Beyond the iron mask: Towards better recognition and treatment of depression associated with Parkinson's disease

This review examines the frequency of depression complicating Parkinson's disease (PD), its aetiology and clinical features, and also how it may be recognised and treated. Studies investigating the frequency of depression in PD have yielded figures ranging between 2.7% and 70%. Methodological differences account for much of the disparity. The aetiology of depression in PD is complex, and probably relates to both biological and exogenous factors.
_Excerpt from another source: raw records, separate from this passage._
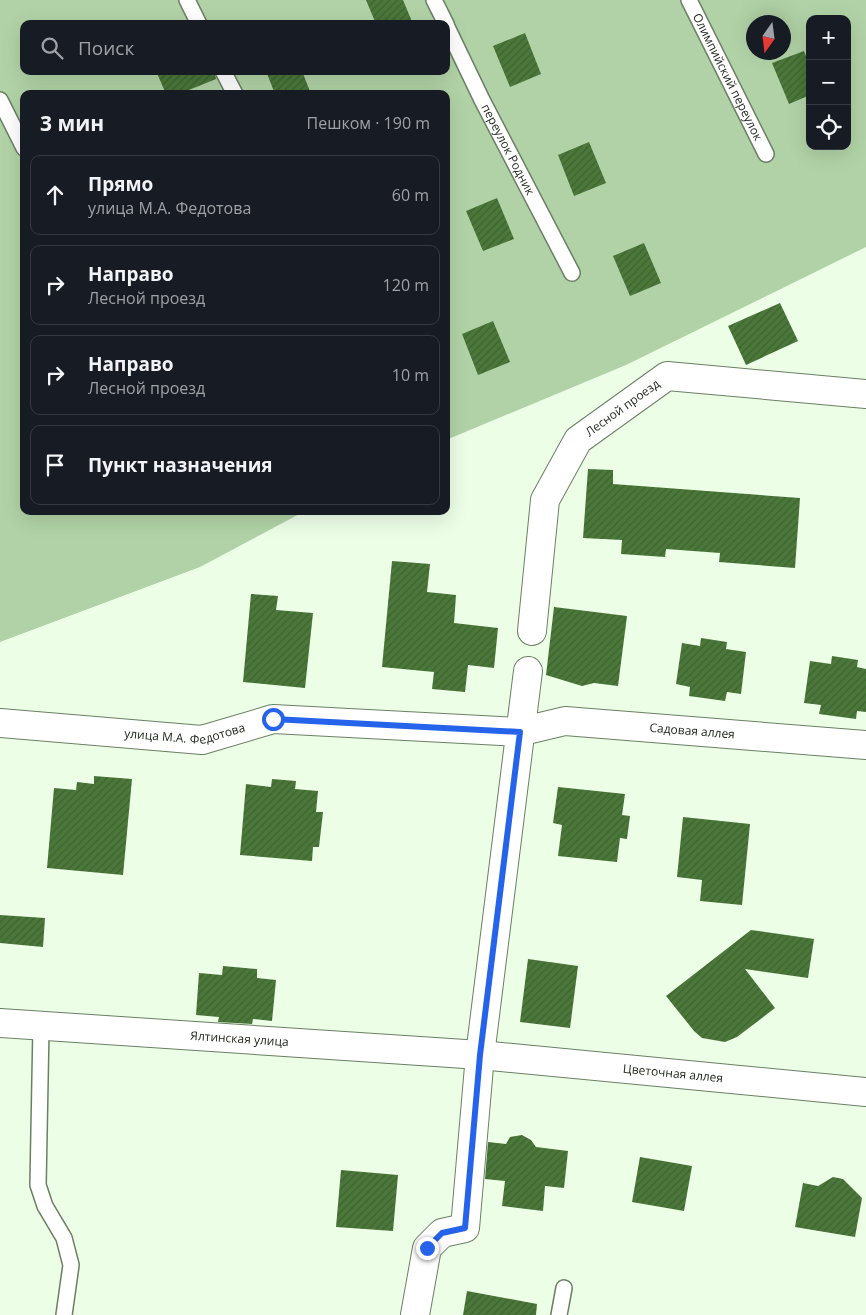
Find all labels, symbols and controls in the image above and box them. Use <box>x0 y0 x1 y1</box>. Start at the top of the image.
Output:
street label: Олимпийский переулок <box>689 10 767 144</box>
north arrow <box>746 15 791 60</box>
map controls <box>806 15 851 150</box>
button: + <box>806 15 851 60</box>
search box <box>20 20 450 75</box>
icon: search <box>38 34 66 62</box>
text: Поиск <box>78 35 134 61</box>
button: − <box>806 60 851 105</box>
street label: переулок Родник <box>477 101 539 198</box>
button: locate <box>806 105 851 150</box>
text: 3 мин <box>40 109 104 137</box>
text: Пешком · 190 m <box>307 112 430 134</box>
text: Прямо <box>88 171 153 197</box>
icon: ahead <box>41 181 69 209</box>
text: 60 m <box>392 184 429 206</box>
text: улица М.А. Федотова <box>88 197 251 219</box>
text: Направо <box>88 261 174 287</box>
icon: right <box>41 271 69 299</box>
text: 120 m <box>383 274 429 296</box>
text: Лесной проезд <box>88 287 205 309</box>
text: Направо <box>88 351 174 377</box>
icon: right <box>41 361 69 389</box>
text: 10 m <box>392 364 429 386</box>
street label: Лесной проезд <box>582 375 663 440</box>
text: Лесной проезд <box>88 377 205 399</box>
icon: arrive <box>41 451 69 479</box>
text: Пункт назначения <box>88 452 273 478</box>
route start <box>262 708 285 731</box>
street label: улица М.А. Федотова <box>124 719 247 748</box>
street label: Садовая аллея <box>649 719 736 743</box>
street label: Ялтинская улица <box>190 1027 289 1050</box>
street label: Цветочная аллея <box>622 1060 724 1086</box>
route end <box>416 1237 439 1260</box>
Dysfunction of multiple neurotransmitter systems, including the serotonergic system, may be involved. Mood disturbances resulting from deep brain stimulation of the subthalamic nucleus may provide a fruitful area for future research, and assist our understanding of the neural networks involved in mediating depression. Several recent studies have confirmed that depression in the PD patient is a major determinant of quality of life and that this is closely related to dysfunction in other clinically important health areas. The validity for many existing scales in the screening, diagnosis, and monitoring of depression in the PD patient has not been established. The Montgomery-Asberg Depression Rating Scale and the Hamilton Rating Scale for Depression appear to have good diagnostic sensitivity and specificity when compared with DSM-IV criteria. Recommendations for the optimal drug treatment of depression in PD are difficult to give, due to an inexplicable dearth of sizeable, placebo-controlled studies. A majority of physicians would probably now opt for a selective serotonin reuptake inhibitor in the depressed PD patient. There is no good evidence that these drugs are associated with a worsening of motor features, but they should probably not be coprescribed with selegiline, because of the risk of causing a potentially serious serotonin syndrome. Several studies have suggested that depression in the PD patient is associated with a more rapid deterioration in cognitive and motor functions, perhaps as a surrogate marker for more extensive brainstem cell loss. (C) 2002 Movement Disorder Society.